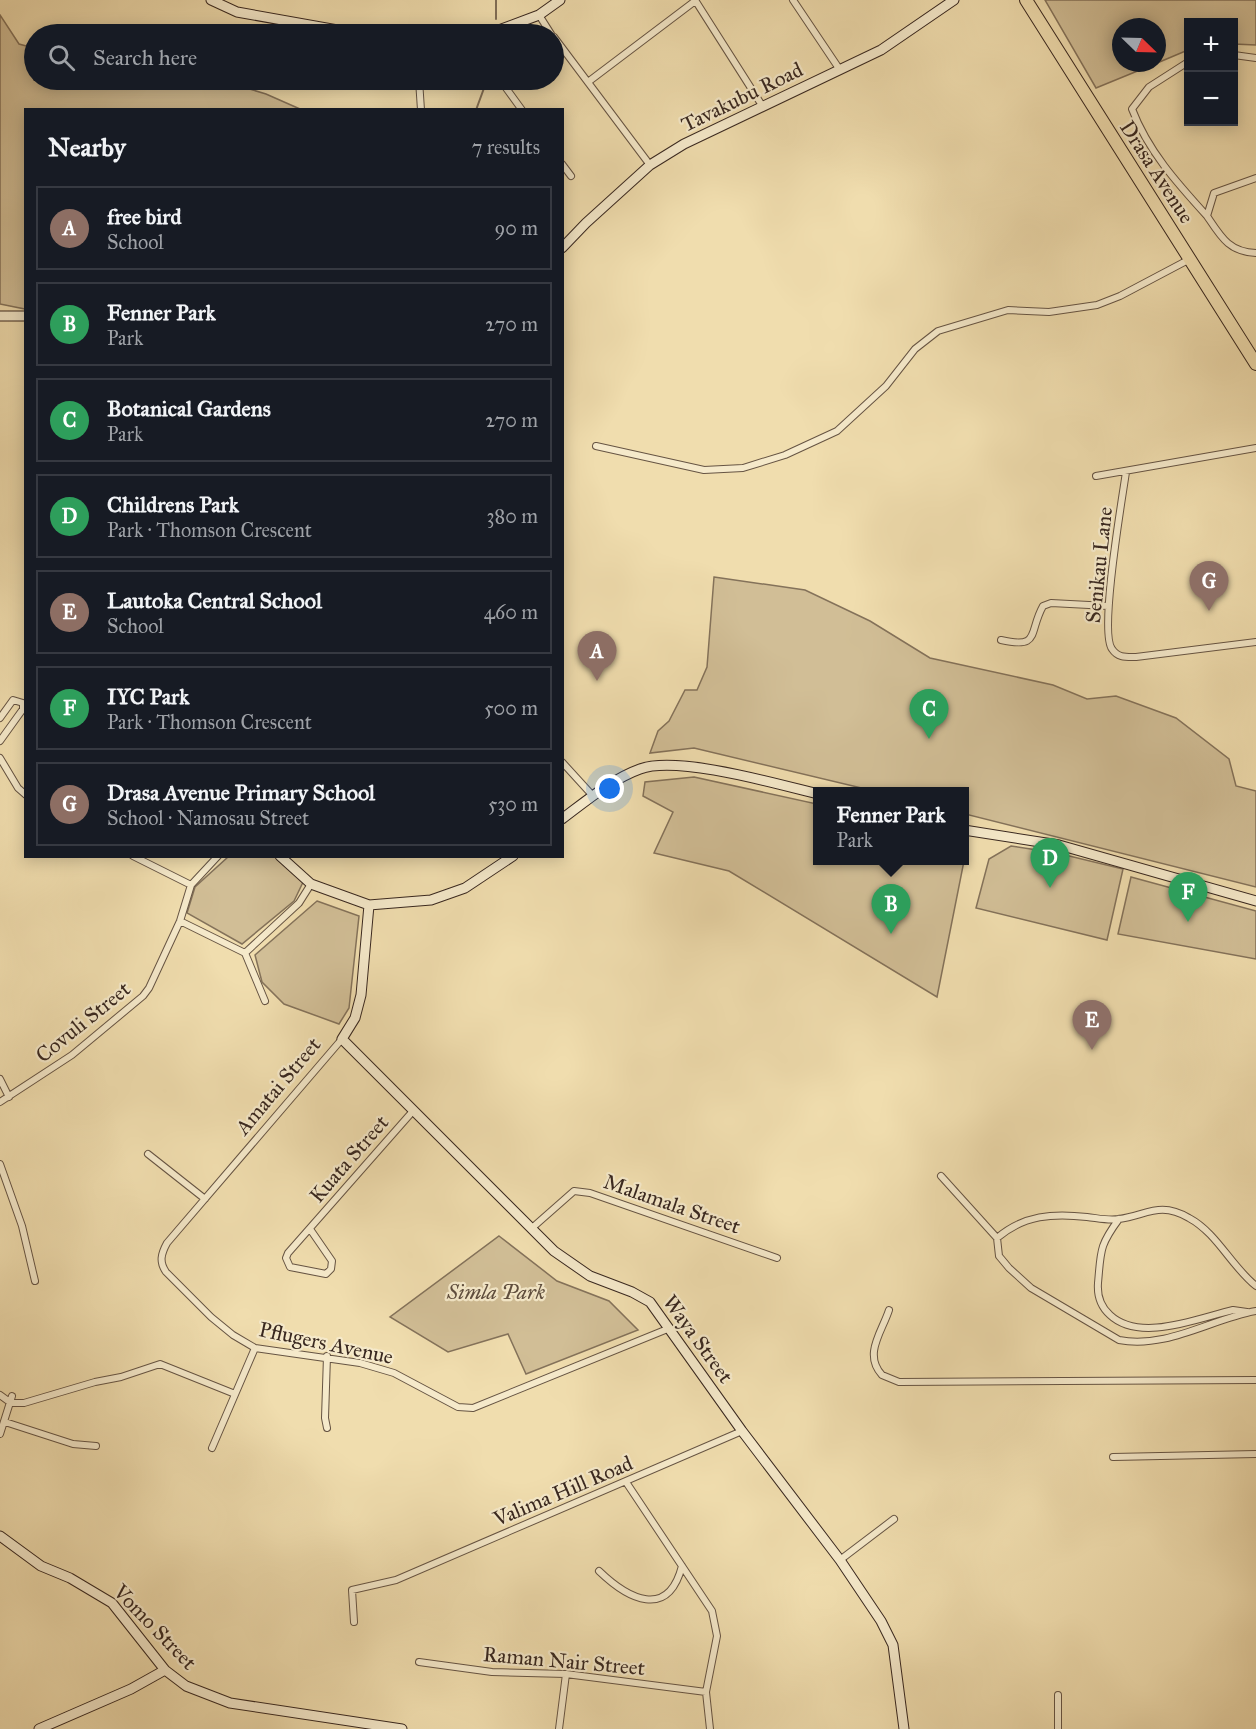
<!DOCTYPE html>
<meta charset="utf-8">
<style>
body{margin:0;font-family:"IM FELL Great Primer",serif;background:#242831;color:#f1f3f6}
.controls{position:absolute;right:18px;top:18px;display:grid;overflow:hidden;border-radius:0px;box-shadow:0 3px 15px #0003}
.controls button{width:54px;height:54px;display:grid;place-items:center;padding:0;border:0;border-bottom:2px solid #363941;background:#171b24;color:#f1f3f6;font:30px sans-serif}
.compass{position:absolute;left:1112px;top:18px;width:54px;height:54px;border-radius:50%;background:#171b24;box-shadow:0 3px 15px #0003;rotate:113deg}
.you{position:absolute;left:610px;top:789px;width:21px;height:21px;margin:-15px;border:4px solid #fff;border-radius:50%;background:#1a73e8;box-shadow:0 0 0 9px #1a73e833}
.badge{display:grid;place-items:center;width:39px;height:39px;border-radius:50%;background:#c59692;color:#fff;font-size:20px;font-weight:700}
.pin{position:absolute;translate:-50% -50px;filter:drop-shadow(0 2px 3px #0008)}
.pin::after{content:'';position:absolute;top:32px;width:21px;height:18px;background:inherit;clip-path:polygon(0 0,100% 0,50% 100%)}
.popup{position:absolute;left:813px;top:787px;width:156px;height:78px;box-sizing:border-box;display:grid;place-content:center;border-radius:0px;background:#171b24;filter:drop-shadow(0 2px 4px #0005);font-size:20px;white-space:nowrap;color:#9ea1a6}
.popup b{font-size:22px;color:#f1f3f6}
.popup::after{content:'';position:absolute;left:50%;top:100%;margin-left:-12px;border:12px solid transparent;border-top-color:#171b24}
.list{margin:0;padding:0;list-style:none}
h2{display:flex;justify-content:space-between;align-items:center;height:78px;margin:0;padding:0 24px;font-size:26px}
h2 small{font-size:20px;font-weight:400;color:#9ea1a6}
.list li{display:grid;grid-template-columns:39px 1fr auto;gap:18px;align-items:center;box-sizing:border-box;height:84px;margin:0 12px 12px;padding:0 12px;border:2px solid #363941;border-radius:0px}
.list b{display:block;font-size:22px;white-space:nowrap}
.list p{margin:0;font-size:20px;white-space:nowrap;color:#9ea1a6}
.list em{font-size:20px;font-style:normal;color:#9ea1a6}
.icon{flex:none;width:33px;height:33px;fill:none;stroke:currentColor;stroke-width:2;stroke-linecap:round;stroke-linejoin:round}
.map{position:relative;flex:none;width:1256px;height:1729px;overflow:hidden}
.search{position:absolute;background:#171b24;box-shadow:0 3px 15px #0003;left:24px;top:24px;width:540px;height:66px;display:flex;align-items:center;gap:15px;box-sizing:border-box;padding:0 21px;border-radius:33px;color:#9ea1a6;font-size:22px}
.panel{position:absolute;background:#171b24;box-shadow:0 3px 15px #0003;left:24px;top:108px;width:540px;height:750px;border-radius:0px}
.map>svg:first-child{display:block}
.green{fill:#d1be96;stroke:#84725a;stroke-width:1.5}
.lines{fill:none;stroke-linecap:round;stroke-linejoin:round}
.stream{stroke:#816f57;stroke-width:2}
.street-casing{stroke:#665443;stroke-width:8}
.secondary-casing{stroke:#38271f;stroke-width:11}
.highway-casing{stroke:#38271f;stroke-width:14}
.street{stroke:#f5e9ca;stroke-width:6}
.secondary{stroke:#f5e9ca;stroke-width:9}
.highway{stroke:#f0ddae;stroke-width:12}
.labels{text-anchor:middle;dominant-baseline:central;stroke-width:4.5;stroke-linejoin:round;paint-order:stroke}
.street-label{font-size:21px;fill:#38271f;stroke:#f5e9ca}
.park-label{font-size:21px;font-style:italic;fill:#5e4d3d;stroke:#f5e9ca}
</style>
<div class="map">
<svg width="1256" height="1729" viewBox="0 0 1256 1729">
<rect width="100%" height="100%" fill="#f0ddae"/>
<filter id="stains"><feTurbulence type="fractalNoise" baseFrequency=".00333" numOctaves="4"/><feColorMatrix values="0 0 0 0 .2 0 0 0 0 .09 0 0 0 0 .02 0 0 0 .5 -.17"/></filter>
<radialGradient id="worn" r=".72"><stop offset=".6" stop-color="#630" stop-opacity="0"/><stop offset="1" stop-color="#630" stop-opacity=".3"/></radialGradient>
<path class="green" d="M1045,0H1256V45L1234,44V22H1188V50L1157,63V27H1121V63H1157L1096,88Z
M0,15L19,44L34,48V80H220L266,94L300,109L26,110L25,309L0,304Z
M714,577L805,590L870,621L930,658L1053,685L1087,699L1116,696L1176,718L1229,759L1236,786L1256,791V887L965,814L964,792L874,791L694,748L650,753L658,731L669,721L685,690H697L707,667Z
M694,777L817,804L818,860L964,861L937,997L729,871L654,853L673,812L643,796L645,782Z
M1011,846L1057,853L1123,869L1107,940L976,908L989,859Z
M228,857H285L305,878L294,901L242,944L187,913L195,887Z
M1131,877L1256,911V959L1118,934Z
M317,901L359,916L349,1008L339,1024L284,1004L262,982L255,955Z
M499,1236L557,1281L609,1301L638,1330L526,1374L508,1334L448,1352L390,1317Z"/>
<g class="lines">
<path class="stream" d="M496,0V19
M476,110L487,80"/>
<defs>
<path id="street" d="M695,0L763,107
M793,0L840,70
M539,15L551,34
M554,37L650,165
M1234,55L1256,58
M1188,62L1149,87L1132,109C1148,151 1177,183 1207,216
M419,80L421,110
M504,80L506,88L522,110
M588,82L695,1
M562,164L571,176
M1256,178L1214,193L1207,216C1221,237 1229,252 1256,253
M596,446L704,470L743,468L785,455L837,431L886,386L915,349L938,331L1008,310L1049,312L1097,305L1120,296L1190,259
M1126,472C1122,500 1099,632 1112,649C1118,658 1126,657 1136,657L1256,642
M1096,476L1256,448
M1001,640C1041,649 1028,633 1043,606L1051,603L1108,606
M0,718L13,700L23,703V709L0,741
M0,758L18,788L26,795
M562,762L593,796
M133,856L191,885
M180,921L245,953
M245,953L299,903L311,884
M245,953L265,1001
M342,1039L167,1243C161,1254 159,1262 166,1272L211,1317L233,1335L255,1348L360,1363L394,1373L458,1407L473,1408L670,1328
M0,1079L9,1097
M0,1102L72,1055L143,996L149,988L180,921L191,885L218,856
M148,1154L205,1199
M0,1164L22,1226L35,1281
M941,1176L997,1238L999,1256L1009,1268L1031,1288L1119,1340C1167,1349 1211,1319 1256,1311
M1119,1219C1099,1246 1101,1251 1098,1283C1097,1296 1100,1306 1110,1315C1140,1343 1198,1318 1233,1310L1247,1312
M532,1228L574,1191L590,1193L777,1258
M310,1229L332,1261L331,1269L326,1274L290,1267L286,1258L288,1253L413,1111
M997,1238C1024,1215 1053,1213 1087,1217C1097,1218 1109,1221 1119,1219C1147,1215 1160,1201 1189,1218C1217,1233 1231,1266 1256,1286
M889,1310C882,1332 863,1354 882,1375L899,1382L1256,1380
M0,1395L11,1403H24L95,1382L121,1377L160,1364L235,1394
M5,1422L73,1444L96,1446
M327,1428L325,1418L327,1356
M0,1434L12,1396
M212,1448L255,1348
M1113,1457L1256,1454
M626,1482L712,1611L717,1636L706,1692L710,1729
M840,1560L894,1519
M599,1571C628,1599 668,1620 682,1566
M354,1622L352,1590L396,1580L742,1431
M419,1662L492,1672L566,1674L706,1692
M559,1729L566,1674
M1058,1729V1695"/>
<path id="secondary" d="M211,0L237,12L360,34
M488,34L539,15L560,0
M562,248L586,223L650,165L684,144L881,50L954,0
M0,316H26
M562,819C586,801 612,779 640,769C677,755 777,784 818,794
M964,830L1059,845L1256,901
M280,856L311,884L369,905L431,900L465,888L513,856
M369,905L361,995L355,1018L342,1039L554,1251L590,1276L632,1292L650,1302L742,1431L840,1560L881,1621L893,1645L904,1729
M0,1536L41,1566L70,1578L112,1603L165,1670L186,1686L230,1703L402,1729
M39,1729L131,1689L165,1670"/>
<path id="highway" d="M1026,0L1256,364"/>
</defs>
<use href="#street" class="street-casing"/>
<use href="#secondary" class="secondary-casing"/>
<use href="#highway" class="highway-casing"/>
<use href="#street" class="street"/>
<use href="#secondary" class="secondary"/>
<use href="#highway" class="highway"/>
</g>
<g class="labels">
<g class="street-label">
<text transform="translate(742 97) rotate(-26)">Tavakubu Road</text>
<text transform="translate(1157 172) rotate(57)">Drasa Avenue</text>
<text transform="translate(1099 565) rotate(-84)">Senikau Lane</text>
<text transform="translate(83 1022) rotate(-39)">Covuli Street</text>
<text transform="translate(278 1086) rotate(-50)">Amatai Street</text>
<text transform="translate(349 1159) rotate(-49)">Kuata Street</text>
<text transform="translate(672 1204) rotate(19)">Malamala Street</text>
<text transform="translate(698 1339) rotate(54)">Waya Street</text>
<text transform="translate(326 1343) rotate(12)">Pflugers Avenue</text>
<text transform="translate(563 1491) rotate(-23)">Valima Hill Road</text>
<text transform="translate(155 1627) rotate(46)">Vomo Street</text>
<text transform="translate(564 1661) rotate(5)">Raman Nair Street</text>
</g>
<g class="park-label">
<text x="496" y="1292">Simla Park</text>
</g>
</g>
<rect width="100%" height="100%" filter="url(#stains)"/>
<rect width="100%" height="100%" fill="url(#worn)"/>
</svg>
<div class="controls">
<button>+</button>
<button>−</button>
</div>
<svg class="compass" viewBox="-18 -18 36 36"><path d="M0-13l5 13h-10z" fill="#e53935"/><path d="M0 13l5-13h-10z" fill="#9ea1a6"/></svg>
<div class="you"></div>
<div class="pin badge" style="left:597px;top:681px;background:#8d6e63">A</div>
<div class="pin badge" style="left:891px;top:934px;background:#2e9e5b">B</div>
<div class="popup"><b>Fenner Park</b>Park</div>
<div class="pin badge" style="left:929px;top:739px;background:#2e9e5b">C</div>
<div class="pin badge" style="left:1050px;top:888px;background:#2e9e5b">D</div>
<div class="pin badge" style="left:1092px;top:1050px;background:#8d6e63">E</div>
<div class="pin badge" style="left:1188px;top:922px;background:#2e9e5b">F</div>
<div class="pin badge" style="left:1209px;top:611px;background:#8d6e63">G</div>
<div class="search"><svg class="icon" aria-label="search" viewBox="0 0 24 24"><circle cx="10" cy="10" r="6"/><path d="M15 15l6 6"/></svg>Search here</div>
<section class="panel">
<h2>Nearby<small>7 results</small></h2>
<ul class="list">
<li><span class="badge" style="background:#8d6e63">A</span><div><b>free bird</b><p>School</p></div><em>90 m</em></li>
<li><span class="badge" style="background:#2e9e5b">B</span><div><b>Fenner Park</b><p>Park</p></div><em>270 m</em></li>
<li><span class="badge" style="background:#2e9e5b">C</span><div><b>Botanical Gardens</b><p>Park</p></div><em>270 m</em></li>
<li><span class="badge" style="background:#2e9e5b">D</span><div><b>Childrens Park</b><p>Park · Thomson Crescent</p></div><em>380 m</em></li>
<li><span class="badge" style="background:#8d6e63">E</span><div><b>Lautoka Central School</b><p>School</p></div><em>460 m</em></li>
<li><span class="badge" style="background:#2e9e5b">F</span><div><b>IYC Park</b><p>Park · Thomson Crescent</p></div><em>500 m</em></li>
<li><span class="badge" style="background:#8d6e63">G</span><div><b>Drasa Avenue Primary School</b><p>School · Namosau Street</p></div><em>530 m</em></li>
</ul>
</section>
</div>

===

_Exercise:_ Across the listing above, state how many lines include the word "linecap", with nothing but the number in reply.

_Task response:_ 2